As can be seen in the screenshot, other existing datasets in this project are not visible to the user firing the query:
The INFORMATION_SCHEMA.JOBS_BY_PROJECT table is qualified with the region. The example above shows query history in Europe-West2, but it can be modified to “region-us” to get the metadata from the US.
This query can also be further optimized to get only relevant columns. Because of this, users can reduce query costs and build further operational dashboards or views.
Conclusion
GCP does not offer this level of granularity by default. Because of this, users find it nearly impossible to determine the source of BigQuery pricing costs and their remedy.

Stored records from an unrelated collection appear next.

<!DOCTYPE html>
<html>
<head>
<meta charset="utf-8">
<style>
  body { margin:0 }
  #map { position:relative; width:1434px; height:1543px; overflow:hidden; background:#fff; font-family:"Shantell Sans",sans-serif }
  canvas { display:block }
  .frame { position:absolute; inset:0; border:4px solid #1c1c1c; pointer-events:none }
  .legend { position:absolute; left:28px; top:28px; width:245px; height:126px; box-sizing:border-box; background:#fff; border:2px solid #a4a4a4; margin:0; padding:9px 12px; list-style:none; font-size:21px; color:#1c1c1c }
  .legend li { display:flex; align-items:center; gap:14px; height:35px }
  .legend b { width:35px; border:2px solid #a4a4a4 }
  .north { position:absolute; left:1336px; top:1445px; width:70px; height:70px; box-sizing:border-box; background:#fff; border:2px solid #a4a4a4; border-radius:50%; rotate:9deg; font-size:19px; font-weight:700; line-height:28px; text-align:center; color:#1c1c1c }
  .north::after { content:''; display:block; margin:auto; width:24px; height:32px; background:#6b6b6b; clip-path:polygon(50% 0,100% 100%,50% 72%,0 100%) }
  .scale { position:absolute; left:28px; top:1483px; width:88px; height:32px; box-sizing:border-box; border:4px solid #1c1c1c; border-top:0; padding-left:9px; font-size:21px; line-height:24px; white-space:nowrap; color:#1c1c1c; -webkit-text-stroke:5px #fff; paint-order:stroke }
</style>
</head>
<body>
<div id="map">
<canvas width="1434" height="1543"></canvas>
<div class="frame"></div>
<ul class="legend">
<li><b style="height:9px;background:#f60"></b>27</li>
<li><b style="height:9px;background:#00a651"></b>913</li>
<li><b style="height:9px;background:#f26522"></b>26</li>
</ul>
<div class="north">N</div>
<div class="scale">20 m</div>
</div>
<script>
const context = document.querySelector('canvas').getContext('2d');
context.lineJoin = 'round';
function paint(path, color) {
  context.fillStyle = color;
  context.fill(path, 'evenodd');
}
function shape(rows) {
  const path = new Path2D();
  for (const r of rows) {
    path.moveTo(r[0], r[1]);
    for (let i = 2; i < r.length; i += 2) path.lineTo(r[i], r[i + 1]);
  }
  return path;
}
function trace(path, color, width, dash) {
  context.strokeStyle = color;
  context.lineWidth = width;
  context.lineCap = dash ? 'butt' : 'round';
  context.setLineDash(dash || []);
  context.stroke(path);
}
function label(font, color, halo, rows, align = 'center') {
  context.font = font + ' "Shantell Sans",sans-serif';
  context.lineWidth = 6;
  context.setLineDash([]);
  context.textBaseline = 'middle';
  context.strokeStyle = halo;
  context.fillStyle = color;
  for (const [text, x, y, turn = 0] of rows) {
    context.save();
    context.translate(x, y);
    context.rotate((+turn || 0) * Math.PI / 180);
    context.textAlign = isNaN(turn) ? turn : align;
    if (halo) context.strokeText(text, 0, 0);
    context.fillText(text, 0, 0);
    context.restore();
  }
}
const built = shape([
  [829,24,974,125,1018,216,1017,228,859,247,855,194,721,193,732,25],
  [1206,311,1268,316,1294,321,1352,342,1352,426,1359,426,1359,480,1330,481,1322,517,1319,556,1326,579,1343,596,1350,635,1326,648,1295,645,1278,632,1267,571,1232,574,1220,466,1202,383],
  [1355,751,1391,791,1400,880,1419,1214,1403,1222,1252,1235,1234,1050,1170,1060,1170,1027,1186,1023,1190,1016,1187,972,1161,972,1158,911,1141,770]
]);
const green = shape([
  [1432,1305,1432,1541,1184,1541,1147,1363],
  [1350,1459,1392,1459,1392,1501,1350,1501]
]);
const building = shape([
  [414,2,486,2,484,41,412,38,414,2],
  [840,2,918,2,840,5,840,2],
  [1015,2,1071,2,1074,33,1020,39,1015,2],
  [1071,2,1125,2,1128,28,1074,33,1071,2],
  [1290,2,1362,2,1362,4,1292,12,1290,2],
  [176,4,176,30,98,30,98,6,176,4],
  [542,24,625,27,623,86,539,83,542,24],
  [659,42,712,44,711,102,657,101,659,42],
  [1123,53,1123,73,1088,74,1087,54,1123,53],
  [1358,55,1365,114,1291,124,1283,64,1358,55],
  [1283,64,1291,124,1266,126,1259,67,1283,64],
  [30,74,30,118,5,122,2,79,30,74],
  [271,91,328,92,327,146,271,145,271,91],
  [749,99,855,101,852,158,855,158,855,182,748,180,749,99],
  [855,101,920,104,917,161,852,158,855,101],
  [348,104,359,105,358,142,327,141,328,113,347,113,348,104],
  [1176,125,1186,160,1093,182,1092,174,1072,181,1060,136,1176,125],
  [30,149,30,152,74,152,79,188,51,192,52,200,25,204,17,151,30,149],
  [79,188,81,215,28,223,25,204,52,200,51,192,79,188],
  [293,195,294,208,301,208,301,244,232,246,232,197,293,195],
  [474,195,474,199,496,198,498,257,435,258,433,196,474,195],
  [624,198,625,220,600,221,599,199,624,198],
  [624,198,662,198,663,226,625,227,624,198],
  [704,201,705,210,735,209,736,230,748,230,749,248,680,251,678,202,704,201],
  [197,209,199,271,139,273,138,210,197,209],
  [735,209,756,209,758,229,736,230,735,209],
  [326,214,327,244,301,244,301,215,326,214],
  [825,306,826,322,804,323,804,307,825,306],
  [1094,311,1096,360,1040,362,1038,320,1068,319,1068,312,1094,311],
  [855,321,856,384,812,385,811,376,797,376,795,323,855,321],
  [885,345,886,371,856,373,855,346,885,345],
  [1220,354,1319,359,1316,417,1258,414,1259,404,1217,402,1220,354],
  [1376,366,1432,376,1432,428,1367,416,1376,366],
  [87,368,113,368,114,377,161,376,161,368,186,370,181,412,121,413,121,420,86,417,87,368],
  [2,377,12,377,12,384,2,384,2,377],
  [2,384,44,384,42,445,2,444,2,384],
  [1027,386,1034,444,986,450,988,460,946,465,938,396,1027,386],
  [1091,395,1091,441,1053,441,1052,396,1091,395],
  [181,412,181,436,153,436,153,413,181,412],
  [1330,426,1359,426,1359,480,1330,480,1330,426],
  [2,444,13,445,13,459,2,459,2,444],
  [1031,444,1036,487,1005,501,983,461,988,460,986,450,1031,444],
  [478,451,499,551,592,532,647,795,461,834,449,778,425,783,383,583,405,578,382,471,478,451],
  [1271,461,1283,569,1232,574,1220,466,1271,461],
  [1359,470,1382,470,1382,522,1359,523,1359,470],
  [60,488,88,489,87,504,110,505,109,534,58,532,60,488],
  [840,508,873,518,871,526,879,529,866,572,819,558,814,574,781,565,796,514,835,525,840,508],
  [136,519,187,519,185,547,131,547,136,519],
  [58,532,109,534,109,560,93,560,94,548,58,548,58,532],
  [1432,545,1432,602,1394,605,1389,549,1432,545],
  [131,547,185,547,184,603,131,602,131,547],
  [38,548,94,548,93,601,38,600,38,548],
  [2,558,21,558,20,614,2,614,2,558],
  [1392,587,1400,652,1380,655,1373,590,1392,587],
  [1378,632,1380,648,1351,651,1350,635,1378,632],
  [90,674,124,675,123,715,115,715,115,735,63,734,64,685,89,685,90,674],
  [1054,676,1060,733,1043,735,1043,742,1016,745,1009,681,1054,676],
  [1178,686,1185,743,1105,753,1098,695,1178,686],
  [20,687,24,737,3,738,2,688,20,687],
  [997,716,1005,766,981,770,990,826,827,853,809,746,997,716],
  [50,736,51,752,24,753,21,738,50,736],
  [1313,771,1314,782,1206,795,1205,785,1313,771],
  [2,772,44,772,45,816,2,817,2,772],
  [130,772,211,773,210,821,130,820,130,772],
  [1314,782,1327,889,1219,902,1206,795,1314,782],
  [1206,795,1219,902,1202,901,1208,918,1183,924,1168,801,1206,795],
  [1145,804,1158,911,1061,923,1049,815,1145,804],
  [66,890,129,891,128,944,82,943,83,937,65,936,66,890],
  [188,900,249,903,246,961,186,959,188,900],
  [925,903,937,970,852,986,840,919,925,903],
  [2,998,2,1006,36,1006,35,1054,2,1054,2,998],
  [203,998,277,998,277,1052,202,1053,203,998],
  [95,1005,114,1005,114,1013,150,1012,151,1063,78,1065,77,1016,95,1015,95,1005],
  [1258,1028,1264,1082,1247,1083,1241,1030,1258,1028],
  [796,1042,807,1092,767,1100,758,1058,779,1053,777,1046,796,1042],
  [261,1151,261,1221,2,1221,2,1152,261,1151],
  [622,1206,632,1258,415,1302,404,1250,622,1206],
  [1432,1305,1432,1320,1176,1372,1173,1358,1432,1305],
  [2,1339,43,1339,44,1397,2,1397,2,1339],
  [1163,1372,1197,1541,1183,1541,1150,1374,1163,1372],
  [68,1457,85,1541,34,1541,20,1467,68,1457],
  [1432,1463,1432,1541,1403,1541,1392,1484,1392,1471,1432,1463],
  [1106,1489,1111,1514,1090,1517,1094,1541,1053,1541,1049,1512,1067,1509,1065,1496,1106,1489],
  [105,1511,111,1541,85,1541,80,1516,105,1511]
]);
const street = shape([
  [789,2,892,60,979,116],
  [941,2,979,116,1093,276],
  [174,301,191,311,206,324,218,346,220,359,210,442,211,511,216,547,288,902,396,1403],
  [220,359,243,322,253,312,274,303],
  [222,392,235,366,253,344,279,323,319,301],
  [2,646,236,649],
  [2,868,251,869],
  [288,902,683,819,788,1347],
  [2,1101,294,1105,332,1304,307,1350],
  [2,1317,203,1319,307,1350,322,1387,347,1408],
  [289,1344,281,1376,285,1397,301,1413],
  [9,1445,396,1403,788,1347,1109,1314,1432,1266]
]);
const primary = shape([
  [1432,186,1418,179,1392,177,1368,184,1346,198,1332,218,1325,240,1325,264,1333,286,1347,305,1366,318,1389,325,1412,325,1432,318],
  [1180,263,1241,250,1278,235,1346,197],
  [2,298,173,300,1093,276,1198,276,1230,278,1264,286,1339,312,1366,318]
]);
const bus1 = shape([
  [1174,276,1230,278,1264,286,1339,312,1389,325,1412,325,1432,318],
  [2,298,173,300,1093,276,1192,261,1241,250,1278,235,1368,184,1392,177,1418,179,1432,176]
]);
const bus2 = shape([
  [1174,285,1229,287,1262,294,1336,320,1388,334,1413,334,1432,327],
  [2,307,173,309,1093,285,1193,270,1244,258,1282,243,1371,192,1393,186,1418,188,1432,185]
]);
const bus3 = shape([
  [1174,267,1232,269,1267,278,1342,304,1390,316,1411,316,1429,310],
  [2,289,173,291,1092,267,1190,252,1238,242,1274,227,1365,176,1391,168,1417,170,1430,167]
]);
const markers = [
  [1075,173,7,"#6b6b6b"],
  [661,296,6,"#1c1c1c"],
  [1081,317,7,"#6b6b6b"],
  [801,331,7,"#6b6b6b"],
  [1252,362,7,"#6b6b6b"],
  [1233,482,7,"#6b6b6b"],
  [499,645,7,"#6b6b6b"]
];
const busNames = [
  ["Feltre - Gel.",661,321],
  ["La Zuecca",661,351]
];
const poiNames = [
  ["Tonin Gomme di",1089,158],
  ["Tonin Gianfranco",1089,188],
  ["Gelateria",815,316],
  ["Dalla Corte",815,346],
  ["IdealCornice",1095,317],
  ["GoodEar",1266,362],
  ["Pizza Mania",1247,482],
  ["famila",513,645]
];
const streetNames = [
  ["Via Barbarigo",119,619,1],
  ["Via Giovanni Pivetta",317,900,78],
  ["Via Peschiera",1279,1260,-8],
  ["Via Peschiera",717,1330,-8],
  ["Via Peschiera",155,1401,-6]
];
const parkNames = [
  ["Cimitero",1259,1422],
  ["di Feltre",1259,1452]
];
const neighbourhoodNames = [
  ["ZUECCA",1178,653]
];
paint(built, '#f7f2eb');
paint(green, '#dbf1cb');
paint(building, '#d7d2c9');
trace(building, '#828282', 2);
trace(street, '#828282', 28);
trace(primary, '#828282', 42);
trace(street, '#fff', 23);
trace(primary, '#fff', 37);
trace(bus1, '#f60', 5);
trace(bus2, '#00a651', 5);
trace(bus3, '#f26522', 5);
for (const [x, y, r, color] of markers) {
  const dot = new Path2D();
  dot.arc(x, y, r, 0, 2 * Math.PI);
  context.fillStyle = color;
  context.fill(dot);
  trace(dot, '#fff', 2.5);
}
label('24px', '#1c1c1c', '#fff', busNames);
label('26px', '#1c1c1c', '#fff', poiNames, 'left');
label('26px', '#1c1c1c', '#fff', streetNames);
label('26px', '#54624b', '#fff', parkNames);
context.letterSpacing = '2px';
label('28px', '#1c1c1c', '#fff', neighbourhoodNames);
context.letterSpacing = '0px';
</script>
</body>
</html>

In such cases, the metadata tables available natively in BigQuery can be extremely useful. They show exactly which user triggered the query and the time they triggered it. Users can also learn about the exact query itself and the cost of running that query.
Remarkably, the fine-grained permissions available in GCP BigQuery ensure that queries can be confined to operational and admin teams. This is because they can only use it to monitor costs on GCP BigQuery. Users also are not able to view or query other existing data.